*** Begin section ***

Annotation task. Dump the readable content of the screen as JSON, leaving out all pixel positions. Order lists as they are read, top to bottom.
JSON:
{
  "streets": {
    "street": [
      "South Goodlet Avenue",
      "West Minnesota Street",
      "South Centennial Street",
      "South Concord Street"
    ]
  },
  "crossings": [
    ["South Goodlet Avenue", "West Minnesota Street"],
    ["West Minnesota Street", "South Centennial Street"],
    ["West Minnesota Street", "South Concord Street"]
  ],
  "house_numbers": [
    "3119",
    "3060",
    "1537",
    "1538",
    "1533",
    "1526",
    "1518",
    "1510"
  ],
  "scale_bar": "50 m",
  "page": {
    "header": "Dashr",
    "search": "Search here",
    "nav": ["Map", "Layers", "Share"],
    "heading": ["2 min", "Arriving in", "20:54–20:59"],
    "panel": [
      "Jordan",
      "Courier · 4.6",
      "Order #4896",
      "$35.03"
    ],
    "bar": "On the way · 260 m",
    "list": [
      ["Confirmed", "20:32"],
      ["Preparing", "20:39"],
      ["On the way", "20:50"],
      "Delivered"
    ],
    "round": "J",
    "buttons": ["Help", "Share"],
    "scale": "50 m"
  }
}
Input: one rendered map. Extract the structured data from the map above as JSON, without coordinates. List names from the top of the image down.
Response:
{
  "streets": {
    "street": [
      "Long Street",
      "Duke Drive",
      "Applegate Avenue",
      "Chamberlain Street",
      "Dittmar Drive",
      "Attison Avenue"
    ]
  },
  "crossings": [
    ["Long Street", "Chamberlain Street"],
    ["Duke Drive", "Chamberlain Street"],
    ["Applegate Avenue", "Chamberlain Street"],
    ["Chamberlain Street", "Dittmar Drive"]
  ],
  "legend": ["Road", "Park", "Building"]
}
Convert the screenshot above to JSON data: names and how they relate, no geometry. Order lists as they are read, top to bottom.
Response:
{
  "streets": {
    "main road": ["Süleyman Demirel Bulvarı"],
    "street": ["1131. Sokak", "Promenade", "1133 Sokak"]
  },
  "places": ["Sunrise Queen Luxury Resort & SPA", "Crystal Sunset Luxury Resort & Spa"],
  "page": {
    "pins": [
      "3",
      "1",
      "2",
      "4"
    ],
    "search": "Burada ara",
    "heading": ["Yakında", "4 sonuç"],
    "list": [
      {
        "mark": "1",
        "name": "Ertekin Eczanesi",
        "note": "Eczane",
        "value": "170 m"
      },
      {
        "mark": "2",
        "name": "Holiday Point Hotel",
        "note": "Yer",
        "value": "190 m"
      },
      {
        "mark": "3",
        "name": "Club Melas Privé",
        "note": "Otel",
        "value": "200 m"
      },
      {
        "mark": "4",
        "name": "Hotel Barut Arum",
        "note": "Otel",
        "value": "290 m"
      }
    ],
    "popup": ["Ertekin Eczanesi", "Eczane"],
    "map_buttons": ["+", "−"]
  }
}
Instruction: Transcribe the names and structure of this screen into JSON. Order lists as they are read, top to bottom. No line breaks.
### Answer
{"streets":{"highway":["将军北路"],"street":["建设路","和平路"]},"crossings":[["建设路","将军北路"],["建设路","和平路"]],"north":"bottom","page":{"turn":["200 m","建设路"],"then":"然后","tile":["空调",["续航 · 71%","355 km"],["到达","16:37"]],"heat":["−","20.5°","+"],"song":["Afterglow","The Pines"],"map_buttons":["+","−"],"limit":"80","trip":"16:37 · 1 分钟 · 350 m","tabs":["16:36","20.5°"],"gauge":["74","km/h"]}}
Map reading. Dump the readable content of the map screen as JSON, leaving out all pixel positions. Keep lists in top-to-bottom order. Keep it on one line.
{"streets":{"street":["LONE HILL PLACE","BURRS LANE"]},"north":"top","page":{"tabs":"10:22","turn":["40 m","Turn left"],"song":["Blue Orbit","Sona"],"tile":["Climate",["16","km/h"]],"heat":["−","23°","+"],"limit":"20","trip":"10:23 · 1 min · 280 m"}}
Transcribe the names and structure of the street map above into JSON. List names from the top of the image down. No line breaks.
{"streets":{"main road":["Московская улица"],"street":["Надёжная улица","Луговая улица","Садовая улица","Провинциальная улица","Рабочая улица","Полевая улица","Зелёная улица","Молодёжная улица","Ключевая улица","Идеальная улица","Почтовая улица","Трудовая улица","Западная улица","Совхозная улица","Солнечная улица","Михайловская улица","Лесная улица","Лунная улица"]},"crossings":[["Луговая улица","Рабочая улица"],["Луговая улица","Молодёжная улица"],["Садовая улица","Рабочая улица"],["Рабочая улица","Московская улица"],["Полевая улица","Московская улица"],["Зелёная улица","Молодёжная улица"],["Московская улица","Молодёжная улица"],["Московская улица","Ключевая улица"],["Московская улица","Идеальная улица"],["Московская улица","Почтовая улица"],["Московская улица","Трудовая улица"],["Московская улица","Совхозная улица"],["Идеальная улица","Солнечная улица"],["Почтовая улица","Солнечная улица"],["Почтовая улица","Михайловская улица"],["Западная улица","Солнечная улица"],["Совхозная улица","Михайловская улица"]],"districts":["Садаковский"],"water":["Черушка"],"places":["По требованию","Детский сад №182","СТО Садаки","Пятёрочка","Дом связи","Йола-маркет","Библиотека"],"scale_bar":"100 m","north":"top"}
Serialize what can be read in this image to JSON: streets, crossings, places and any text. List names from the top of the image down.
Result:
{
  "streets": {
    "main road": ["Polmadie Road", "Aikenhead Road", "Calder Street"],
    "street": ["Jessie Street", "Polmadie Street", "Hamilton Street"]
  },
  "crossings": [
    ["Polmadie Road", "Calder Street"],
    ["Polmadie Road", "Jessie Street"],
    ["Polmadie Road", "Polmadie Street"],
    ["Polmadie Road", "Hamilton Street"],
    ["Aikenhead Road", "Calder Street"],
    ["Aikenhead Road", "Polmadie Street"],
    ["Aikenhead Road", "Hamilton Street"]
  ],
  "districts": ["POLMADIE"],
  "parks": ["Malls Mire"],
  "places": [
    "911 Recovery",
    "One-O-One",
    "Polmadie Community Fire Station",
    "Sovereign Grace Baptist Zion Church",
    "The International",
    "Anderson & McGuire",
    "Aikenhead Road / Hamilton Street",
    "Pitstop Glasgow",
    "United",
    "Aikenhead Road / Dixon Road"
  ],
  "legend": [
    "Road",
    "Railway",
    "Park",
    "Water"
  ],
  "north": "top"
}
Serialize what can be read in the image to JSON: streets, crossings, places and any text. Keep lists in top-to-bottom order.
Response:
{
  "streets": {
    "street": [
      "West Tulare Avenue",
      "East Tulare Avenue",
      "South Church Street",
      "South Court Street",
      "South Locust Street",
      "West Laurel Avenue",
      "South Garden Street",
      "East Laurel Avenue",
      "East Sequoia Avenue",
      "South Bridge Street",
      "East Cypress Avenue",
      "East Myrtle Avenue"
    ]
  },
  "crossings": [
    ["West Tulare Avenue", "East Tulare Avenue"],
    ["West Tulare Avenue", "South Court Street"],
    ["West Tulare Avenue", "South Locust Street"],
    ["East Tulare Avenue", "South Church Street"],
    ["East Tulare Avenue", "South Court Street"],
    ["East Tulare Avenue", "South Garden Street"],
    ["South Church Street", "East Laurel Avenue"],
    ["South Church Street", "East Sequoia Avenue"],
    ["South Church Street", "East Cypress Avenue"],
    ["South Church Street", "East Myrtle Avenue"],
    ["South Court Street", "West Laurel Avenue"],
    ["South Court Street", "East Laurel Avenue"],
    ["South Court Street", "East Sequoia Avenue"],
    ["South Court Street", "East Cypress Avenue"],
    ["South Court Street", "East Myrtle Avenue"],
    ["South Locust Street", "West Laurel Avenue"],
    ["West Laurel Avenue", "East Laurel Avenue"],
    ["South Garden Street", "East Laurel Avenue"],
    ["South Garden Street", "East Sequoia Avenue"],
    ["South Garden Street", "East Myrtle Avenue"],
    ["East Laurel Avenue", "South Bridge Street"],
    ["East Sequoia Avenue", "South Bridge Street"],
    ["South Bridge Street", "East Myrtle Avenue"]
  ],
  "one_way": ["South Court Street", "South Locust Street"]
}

*** End section ***

--- WHAT YOU WILL DO ---
The word is "text". Copy every line above where it appears.

--- EXPECTED ANSWER ---
Serialize what can be read in this image to JSON: streets, crossings, places and any text. List names from the top of the image down.
Serialize what can be read in the image to JSON: streets, crossings, places and any text. Keep lists in top-to-bottom order.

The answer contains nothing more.